TASK DESCRIPTION: Lines that include "service" make up the answer; copy all of them from the data below.

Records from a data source
# # #

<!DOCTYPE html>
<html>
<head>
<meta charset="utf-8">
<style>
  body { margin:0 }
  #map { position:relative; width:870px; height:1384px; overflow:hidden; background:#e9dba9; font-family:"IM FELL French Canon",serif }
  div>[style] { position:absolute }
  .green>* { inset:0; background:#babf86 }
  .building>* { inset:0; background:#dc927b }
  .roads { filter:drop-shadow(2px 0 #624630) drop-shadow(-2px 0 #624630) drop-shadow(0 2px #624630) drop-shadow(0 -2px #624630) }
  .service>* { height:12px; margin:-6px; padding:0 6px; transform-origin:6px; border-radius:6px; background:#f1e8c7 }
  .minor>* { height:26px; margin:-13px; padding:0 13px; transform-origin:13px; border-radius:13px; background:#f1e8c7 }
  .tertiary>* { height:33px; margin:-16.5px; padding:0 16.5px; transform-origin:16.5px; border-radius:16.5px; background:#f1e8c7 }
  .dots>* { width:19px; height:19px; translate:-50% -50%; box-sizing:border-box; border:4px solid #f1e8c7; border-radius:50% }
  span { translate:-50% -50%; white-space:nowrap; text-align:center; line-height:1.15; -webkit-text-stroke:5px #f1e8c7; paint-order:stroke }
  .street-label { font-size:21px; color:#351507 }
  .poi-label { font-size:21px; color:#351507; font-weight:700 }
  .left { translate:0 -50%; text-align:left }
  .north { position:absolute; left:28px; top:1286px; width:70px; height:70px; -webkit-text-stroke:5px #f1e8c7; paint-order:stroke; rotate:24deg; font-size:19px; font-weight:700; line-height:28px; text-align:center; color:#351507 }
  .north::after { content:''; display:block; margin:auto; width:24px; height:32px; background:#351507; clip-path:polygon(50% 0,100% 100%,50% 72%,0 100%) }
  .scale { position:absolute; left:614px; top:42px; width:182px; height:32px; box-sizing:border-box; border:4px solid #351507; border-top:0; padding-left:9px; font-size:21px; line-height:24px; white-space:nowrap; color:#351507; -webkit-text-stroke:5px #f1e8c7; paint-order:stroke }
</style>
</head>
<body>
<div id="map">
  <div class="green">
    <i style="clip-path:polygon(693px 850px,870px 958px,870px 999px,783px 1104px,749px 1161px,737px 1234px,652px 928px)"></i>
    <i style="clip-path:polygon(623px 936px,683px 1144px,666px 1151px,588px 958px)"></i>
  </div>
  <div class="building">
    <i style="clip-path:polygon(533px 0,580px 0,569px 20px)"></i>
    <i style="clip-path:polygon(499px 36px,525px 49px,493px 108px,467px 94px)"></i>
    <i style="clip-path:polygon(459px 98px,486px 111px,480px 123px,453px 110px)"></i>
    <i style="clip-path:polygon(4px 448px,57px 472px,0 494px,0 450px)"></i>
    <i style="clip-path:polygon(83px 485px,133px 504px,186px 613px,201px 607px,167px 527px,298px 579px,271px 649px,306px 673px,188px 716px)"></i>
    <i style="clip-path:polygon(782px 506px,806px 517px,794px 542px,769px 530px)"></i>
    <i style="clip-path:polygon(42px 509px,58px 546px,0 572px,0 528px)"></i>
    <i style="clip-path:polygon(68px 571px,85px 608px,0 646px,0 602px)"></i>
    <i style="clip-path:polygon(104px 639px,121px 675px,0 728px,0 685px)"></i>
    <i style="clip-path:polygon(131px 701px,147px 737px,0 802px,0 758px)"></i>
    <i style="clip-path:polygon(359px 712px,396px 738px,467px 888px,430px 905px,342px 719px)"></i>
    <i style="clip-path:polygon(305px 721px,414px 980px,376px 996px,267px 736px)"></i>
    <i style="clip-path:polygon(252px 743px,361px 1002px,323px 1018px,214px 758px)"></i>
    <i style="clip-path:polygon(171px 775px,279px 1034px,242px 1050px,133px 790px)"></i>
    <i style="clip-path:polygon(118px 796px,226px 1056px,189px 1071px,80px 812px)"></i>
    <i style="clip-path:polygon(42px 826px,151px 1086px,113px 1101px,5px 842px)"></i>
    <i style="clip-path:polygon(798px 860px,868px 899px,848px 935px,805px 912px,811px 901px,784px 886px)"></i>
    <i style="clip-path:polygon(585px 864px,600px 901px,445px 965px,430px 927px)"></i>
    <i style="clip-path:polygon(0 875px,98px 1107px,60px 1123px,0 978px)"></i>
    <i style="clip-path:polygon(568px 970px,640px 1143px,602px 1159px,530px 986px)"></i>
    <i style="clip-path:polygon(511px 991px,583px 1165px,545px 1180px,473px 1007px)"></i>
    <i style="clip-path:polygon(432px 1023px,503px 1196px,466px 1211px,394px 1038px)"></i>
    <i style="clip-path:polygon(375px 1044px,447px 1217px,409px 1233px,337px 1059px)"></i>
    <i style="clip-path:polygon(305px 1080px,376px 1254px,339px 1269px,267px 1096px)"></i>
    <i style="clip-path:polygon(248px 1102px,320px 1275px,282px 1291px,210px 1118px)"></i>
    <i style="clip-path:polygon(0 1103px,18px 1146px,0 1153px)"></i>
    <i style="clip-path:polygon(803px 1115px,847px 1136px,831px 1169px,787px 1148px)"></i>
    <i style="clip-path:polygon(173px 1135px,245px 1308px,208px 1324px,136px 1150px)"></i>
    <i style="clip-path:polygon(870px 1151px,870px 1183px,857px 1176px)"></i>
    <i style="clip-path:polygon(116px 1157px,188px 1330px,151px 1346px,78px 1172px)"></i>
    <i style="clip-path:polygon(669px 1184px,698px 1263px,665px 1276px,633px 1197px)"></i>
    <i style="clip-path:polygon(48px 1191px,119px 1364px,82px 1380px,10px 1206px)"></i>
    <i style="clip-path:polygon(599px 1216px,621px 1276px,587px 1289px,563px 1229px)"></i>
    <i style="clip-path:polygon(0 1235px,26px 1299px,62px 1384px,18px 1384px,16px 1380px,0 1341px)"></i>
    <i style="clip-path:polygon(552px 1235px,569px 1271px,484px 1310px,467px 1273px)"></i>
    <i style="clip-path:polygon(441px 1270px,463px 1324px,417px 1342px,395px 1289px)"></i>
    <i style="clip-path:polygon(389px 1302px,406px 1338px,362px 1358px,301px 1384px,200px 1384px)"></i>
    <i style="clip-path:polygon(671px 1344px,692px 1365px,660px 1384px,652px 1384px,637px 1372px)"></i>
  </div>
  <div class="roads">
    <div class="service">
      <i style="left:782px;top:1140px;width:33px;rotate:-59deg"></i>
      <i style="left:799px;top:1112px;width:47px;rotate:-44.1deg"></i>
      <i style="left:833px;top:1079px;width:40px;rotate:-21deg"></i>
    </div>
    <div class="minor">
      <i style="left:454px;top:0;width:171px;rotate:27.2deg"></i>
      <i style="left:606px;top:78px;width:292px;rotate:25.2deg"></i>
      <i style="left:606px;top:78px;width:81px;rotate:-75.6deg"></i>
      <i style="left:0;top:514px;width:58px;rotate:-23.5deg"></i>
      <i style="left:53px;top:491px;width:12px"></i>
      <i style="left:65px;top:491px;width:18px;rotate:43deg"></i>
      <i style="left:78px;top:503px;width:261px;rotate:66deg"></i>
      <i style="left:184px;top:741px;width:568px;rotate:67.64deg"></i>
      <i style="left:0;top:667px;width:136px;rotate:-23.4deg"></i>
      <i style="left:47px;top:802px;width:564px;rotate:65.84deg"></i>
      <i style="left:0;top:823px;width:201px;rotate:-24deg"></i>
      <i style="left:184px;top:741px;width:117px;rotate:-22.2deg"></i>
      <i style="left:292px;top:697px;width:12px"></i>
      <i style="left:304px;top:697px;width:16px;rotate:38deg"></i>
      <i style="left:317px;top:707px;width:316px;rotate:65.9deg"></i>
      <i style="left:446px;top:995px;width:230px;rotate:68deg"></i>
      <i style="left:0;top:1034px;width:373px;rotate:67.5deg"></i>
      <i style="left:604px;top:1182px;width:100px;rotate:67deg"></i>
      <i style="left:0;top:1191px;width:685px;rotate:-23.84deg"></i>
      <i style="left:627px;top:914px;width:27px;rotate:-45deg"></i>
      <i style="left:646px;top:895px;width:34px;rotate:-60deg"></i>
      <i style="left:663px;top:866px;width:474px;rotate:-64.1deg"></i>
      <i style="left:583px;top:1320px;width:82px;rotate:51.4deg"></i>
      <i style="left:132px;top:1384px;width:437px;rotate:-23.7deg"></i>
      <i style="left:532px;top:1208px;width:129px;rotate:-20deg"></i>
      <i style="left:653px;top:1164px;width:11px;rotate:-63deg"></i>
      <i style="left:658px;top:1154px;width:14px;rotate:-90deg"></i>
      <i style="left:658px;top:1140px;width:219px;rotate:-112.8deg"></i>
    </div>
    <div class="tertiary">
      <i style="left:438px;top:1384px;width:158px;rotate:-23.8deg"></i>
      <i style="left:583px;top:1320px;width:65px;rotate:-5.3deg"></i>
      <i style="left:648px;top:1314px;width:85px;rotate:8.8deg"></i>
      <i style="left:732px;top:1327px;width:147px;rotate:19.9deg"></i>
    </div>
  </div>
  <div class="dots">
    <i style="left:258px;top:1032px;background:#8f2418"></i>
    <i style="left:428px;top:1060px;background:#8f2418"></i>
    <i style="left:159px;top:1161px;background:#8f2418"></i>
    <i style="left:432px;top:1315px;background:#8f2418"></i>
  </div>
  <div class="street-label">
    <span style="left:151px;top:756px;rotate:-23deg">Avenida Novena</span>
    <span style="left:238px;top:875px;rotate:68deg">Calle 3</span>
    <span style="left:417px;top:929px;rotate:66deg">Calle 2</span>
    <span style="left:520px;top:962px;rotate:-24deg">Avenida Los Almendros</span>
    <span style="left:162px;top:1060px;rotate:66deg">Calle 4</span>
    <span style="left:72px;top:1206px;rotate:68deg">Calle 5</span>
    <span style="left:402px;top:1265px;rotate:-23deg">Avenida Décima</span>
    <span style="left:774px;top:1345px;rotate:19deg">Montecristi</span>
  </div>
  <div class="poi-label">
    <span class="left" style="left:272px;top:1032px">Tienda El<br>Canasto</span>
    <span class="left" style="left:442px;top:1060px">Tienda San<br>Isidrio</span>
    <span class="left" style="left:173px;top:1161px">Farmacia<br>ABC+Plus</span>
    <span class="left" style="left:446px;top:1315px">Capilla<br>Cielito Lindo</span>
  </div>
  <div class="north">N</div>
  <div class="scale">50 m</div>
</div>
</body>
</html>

# # #

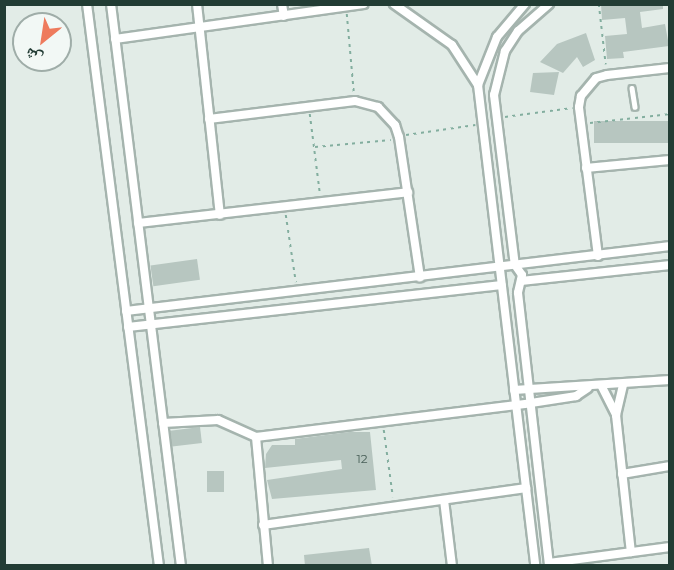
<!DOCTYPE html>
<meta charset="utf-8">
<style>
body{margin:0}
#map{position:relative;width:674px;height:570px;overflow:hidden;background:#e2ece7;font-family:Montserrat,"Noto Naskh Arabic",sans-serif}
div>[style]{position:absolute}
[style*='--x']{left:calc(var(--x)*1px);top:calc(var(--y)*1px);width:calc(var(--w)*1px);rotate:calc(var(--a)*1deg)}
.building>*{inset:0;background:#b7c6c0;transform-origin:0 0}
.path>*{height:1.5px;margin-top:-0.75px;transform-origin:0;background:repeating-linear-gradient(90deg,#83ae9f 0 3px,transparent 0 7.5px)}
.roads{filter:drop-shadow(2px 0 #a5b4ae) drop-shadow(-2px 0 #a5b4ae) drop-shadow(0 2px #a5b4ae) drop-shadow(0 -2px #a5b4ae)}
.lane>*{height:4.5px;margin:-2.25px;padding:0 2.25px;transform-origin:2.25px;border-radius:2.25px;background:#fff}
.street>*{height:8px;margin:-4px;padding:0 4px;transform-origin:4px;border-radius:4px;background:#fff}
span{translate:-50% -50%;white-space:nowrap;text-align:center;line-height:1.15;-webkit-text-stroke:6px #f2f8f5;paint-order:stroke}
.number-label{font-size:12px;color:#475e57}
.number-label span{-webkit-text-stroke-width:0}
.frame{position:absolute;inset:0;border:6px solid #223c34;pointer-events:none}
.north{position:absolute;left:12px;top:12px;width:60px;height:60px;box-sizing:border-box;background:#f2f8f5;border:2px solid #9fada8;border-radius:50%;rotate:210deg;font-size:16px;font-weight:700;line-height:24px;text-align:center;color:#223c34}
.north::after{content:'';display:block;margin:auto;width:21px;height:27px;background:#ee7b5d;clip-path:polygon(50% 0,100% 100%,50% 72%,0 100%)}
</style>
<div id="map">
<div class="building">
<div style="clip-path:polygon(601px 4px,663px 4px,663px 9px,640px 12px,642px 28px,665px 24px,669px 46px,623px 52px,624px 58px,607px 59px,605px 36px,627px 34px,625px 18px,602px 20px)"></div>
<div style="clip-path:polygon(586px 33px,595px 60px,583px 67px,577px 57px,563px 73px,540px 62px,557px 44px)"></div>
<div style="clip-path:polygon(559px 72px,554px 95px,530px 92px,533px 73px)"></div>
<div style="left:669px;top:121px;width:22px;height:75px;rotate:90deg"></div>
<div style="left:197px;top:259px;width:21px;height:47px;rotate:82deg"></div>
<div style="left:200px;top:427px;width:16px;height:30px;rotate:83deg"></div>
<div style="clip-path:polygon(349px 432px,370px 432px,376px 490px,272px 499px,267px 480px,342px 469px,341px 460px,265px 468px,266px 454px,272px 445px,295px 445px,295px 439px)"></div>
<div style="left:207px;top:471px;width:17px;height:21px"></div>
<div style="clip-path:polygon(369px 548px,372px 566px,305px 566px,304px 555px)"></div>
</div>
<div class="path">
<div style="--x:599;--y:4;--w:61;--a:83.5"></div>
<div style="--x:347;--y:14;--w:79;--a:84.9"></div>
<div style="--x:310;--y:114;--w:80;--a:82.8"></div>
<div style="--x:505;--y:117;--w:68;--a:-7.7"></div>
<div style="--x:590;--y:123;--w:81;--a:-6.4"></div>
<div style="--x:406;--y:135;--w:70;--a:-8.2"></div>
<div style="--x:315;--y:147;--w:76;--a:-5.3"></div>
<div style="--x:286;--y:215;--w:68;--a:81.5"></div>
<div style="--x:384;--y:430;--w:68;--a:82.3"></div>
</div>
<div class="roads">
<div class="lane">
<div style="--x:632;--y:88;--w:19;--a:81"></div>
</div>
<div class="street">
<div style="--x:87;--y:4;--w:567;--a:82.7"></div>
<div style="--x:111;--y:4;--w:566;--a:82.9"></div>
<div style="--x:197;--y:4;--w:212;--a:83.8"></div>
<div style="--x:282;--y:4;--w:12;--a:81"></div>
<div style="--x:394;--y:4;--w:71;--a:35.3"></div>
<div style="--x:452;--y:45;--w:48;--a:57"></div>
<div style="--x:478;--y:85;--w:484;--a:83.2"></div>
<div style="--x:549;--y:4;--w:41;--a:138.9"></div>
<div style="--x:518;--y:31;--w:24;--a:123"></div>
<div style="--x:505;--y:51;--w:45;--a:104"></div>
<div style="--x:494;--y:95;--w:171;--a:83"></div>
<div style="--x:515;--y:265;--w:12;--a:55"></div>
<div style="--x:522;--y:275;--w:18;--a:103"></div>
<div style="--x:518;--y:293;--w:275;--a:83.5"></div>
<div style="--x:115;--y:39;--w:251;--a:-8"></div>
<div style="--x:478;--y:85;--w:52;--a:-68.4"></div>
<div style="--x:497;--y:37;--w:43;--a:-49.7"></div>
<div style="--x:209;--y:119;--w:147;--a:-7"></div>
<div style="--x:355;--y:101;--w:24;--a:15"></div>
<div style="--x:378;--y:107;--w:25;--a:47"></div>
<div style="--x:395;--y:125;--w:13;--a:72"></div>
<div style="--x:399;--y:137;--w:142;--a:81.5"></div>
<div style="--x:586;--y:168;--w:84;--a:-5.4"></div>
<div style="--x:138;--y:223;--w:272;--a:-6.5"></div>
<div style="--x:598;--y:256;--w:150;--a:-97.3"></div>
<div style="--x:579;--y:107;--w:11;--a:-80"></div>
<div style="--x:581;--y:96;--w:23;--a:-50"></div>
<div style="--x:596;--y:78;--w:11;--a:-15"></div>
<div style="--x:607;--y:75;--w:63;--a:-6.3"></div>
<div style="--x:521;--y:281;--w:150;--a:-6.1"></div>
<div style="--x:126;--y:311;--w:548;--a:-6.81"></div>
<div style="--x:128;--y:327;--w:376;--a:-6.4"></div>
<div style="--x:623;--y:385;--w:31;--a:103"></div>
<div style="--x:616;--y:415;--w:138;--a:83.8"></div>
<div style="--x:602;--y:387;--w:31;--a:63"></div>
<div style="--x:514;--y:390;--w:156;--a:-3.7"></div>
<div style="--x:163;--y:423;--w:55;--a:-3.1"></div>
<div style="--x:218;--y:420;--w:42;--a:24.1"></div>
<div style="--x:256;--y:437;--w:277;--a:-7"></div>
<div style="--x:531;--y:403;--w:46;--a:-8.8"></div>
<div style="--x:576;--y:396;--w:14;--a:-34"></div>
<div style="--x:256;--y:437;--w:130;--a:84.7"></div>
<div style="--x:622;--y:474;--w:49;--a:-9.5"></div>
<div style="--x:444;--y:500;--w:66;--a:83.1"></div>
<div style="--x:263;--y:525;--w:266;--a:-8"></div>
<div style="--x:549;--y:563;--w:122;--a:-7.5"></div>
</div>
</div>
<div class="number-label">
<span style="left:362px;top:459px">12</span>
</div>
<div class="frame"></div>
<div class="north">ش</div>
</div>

# # #

EXERCISE RESULT:
  .service>* { height:12px; margin:-6px; padding:0 6px; transform-origin:6px; border-radius:6px; background:#f1e8c7 }
    <div class="service">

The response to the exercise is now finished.